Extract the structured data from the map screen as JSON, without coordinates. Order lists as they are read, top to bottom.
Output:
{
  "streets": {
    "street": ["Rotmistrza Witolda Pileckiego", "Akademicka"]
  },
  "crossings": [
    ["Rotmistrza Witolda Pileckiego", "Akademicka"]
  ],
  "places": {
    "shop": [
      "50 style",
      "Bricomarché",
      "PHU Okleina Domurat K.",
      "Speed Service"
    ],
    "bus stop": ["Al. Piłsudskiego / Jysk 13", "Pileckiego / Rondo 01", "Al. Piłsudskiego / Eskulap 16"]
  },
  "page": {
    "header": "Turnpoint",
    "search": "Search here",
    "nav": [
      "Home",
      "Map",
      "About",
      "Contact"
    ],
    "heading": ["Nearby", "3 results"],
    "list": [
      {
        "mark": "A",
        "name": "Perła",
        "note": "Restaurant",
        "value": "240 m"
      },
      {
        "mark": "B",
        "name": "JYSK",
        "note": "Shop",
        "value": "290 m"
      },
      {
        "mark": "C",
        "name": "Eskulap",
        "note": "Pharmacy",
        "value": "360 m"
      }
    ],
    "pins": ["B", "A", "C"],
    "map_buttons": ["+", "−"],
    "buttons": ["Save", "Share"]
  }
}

---

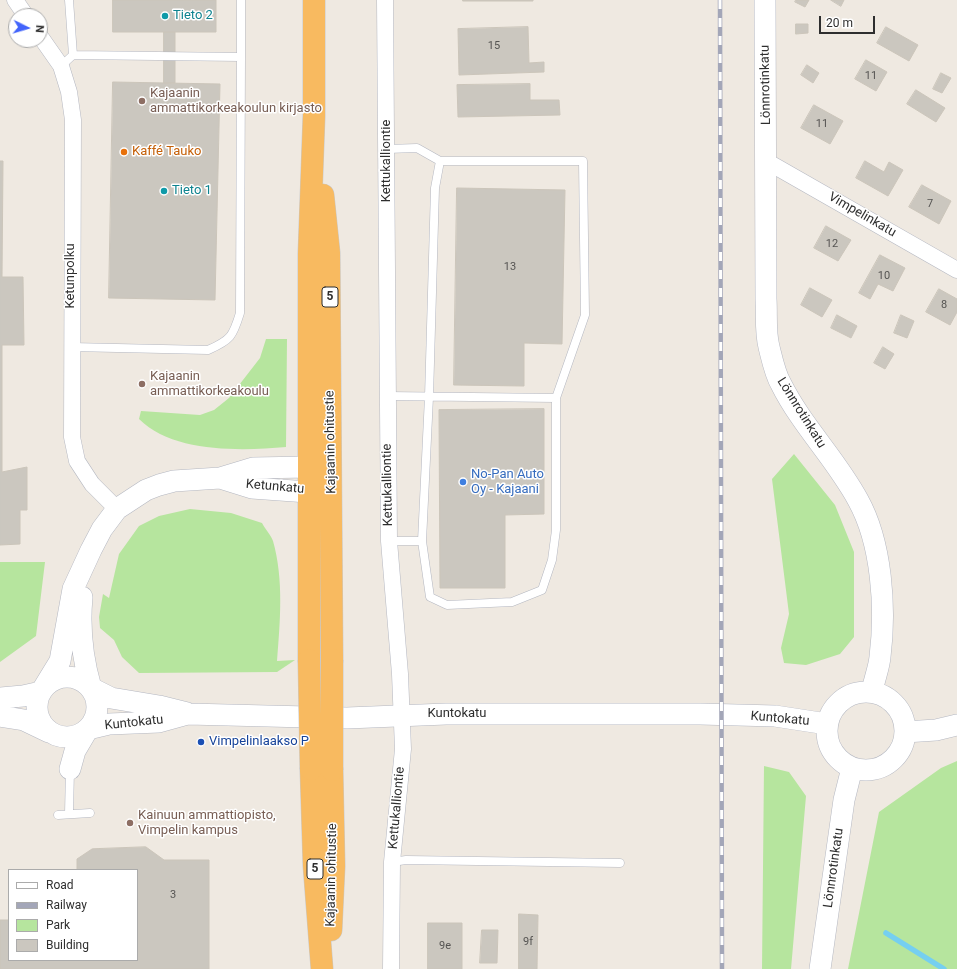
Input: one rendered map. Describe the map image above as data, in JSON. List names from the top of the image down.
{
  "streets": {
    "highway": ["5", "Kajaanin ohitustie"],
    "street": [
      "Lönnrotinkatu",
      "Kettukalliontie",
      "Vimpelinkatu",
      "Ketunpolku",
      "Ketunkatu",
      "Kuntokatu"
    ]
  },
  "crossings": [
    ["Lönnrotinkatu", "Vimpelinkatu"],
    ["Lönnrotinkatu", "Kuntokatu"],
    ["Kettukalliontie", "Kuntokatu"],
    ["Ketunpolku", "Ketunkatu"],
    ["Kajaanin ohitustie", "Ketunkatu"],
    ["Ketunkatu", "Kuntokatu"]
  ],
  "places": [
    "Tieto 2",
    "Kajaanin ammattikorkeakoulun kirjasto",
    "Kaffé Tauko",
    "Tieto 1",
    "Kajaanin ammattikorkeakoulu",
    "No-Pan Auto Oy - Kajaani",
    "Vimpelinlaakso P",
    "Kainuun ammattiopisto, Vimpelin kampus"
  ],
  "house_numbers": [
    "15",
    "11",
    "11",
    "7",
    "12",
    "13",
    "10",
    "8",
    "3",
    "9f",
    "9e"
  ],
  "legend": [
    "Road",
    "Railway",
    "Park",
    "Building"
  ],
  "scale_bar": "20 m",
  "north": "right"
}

#### DIRECTIONS:
Show each line from the listing above that includes the word "Eskulap".

#### RESPONSE TO THE TASK:
    "bus stop": ["Al. Piłsudskiego / Jysk 13", "Pileckiego / Rondo 01", "Al. Piłsudskiego / Eskulap 16"]
        "name": "Eskulap",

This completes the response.